By Keith Button
A co-founder of Scottwood Capital Management is suing the event-driven hedge fund firm for a share of the profits it posted after his departure in 2007.
Adam Weiss, who helped managing partner Edward Perlman start Scottwood in 2001, claims in a lawsuit that Perlman and the Greenwich, Conn., firm failed to pay him 20% of Scottwood’s net profits, as stipulated in his separation agreement.
The lawsuit also claims that Scottwood improperly included the cost of buying artwork when calculating Weiss’s share of net profits and that the firm stopped sending him the financial reports that were required by the agreement.

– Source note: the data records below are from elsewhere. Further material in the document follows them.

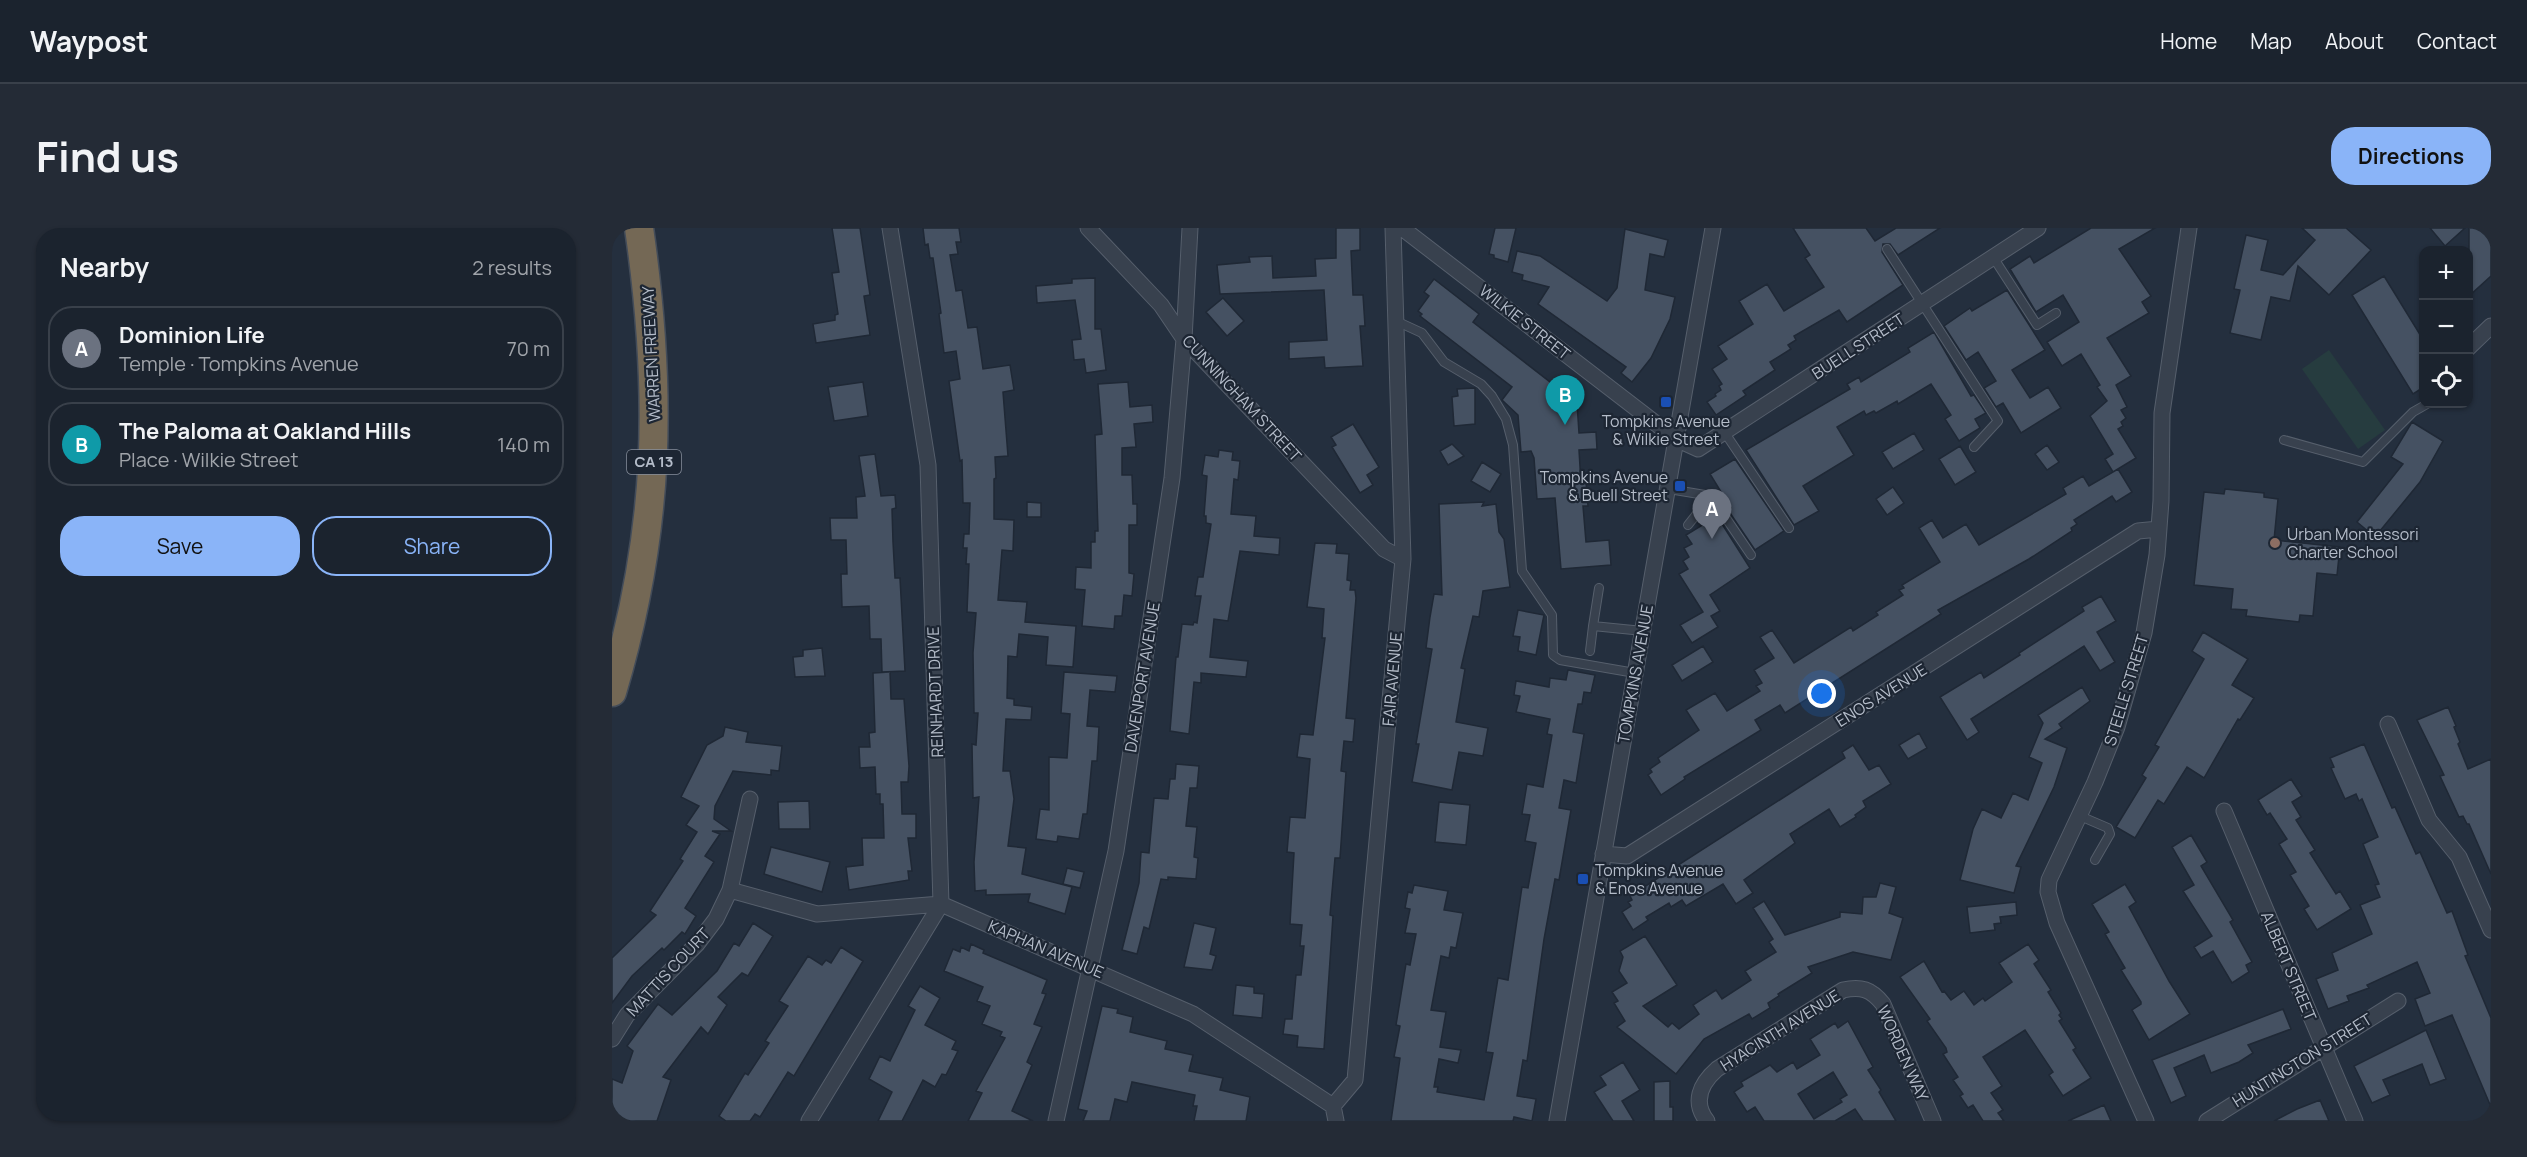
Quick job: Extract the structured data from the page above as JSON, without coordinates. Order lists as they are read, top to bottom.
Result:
{
  "streets": {
    "highway": ["WARREN FREEWAY", "CA 13"],
    "street": [
      "WILKIE STREET",
      "BUELL STREET",
      "CUNNINGHAM STREET",
      "TOMPKINS AVENUE",
      "DAVENPORT AVENUE",
      "FAIR AVENUE",
      "STEELE STREET",
      "REINHARDT DRIVE",
      "ENOS AVENUE",
      "KAPHAN AVENUE",
      "ALBERT STREET",
      "MATTIS COURT",
      "HYACINTH AVENUE",
      "WORDEN WAY",
      "HUNTINGTON STREET"
    ]
  },
  "crossings": [
    ["WILKIE STREET", "BUELL STREET"],
    ["WILKIE STREET", "TOMPKINS AVENUE"],
    ["BUELL STREET", "TOMPKINS AVENUE"],
    ["CUNNINGHAM STREET", "DAVENPORT AVENUE"],
    ["CUNNINGHAM STREET", "FAIR AVENUE"],
    ["TOMPKINS AVENUE", "ENOS AVENUE"],
    ["DAVENPORT AVENUE", "KAPHAN AVENUE"],
    ["FAIR AVENUE", "KAPHAN AVENUE"],
    ["STEELE STREET", "ENOS AVENUE"],
    ["REINHARDT DRIVE", "KAPHAN AVENUE"],
    ["KAPHAN AVENUE", "MATTIS COURT"],
    ["ALBERT STREET", "HUNTINGTON STREET"],
    ["HYACINTH AVENUE", "WORDEN WAY"]
  ],
  "places": {
    "transit": ["Tompkins Avenue & Wilkie Street", "Tompkins Avenue & Buell Street", "Tompkins Avenue & Enos Avenue"],
    "other": ["Urban Montessori Charter School"]
  },
  "page": {
    "header": "Waypost",
    "nav": [
      "Home",
      "Map",
      "About",
      "Contact"
    ],
    "title": "Find us",
    "buttons": [
      "Directions",
      ["Save", "Share"]
    ],
    "heading": ["Nearby", "2 results"],
    "map_buttons": ["+", "−"],
    "list": [
      {
        "mark": "A",
        "name": "Dominion Life",
        "note": "Temple · Tompkins Avenue",
        "value": "70 m"
      },
      {
        "mark": "B",
        "name": "The Paloma at Oakland Hills",
        "note": "Place · Wilkie Street",
        "value": "140 m"
      }
    ],
    "pins": ["B", "A"]
  }
}
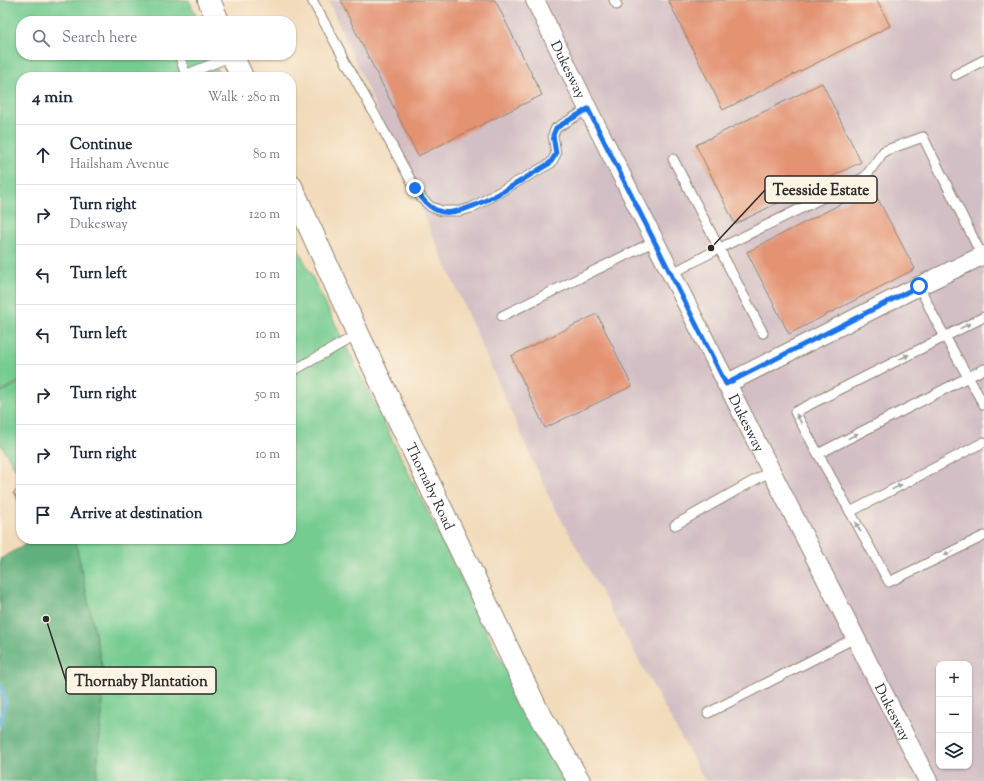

Weiss is seeking back pay plus unspecified damages.
Weiss’s allegations are “baseless, without merit and factually incorrect,” said Scottwood’s lawyer, Scott Greathead, in a written statement. Scottwood met its responsibilities under the separation agreement, while Weiss repeatedly violated it, said Greathead, an attorney at Wiggin and Dana in New York. He declined to provide details. In court, Scottwood has not yet answered the legal complaint, filed March 18 in New York State Supreme Court in New York County.
Weiss and his attorney, Benjamin Nagin at Sidley Austin in New York, declined to comment on the suit.
As of February 1, Scottwood was managing about $550 million. Performance for Scottwood’s main fund swung from a 45% gain in 2009 to a 6.6% loss in 2010—a year that included a loss of 18.5% in May. Assets under management had dropped to $310 million at the end of 2008, then rebounded to $750 million in 2010, before the disastrous May.
During Weiss’s stint at Scottwood, he was in charge of marketing and risk management, while Perlman headed the investment side of the business. Perlman owned all the equity in the firm, but he shared its profits with Weiss.
According to the lawsuit, Perlman asked Weiss to leave in 2007, when assets under management at Scottwood had increased to approximately $900 million. Weiss left at the end of 2007 after negotiating the separation agreement.
According to the lawsuit, under the agreement, Scottwood was to pay Weiss 20% of the firm’s profits through June 30, 2011, and was also supposed to report monthly net asset value statements for its funds and other financial statements through December 31, 2011. The lawsuit states that Scottwood and Perlman failed to pay Weiss in 2010 and have told him he will not receive pay for 2011, and they stopped sending him financial statements in the summer of 2010.
Both Weiss and Scottwood/Perlman hired outside counsel to negotiate the separation agreement, with Willkie Farr & Gallagher representing Scottwood and Perlman, according to Weiss’s complaint.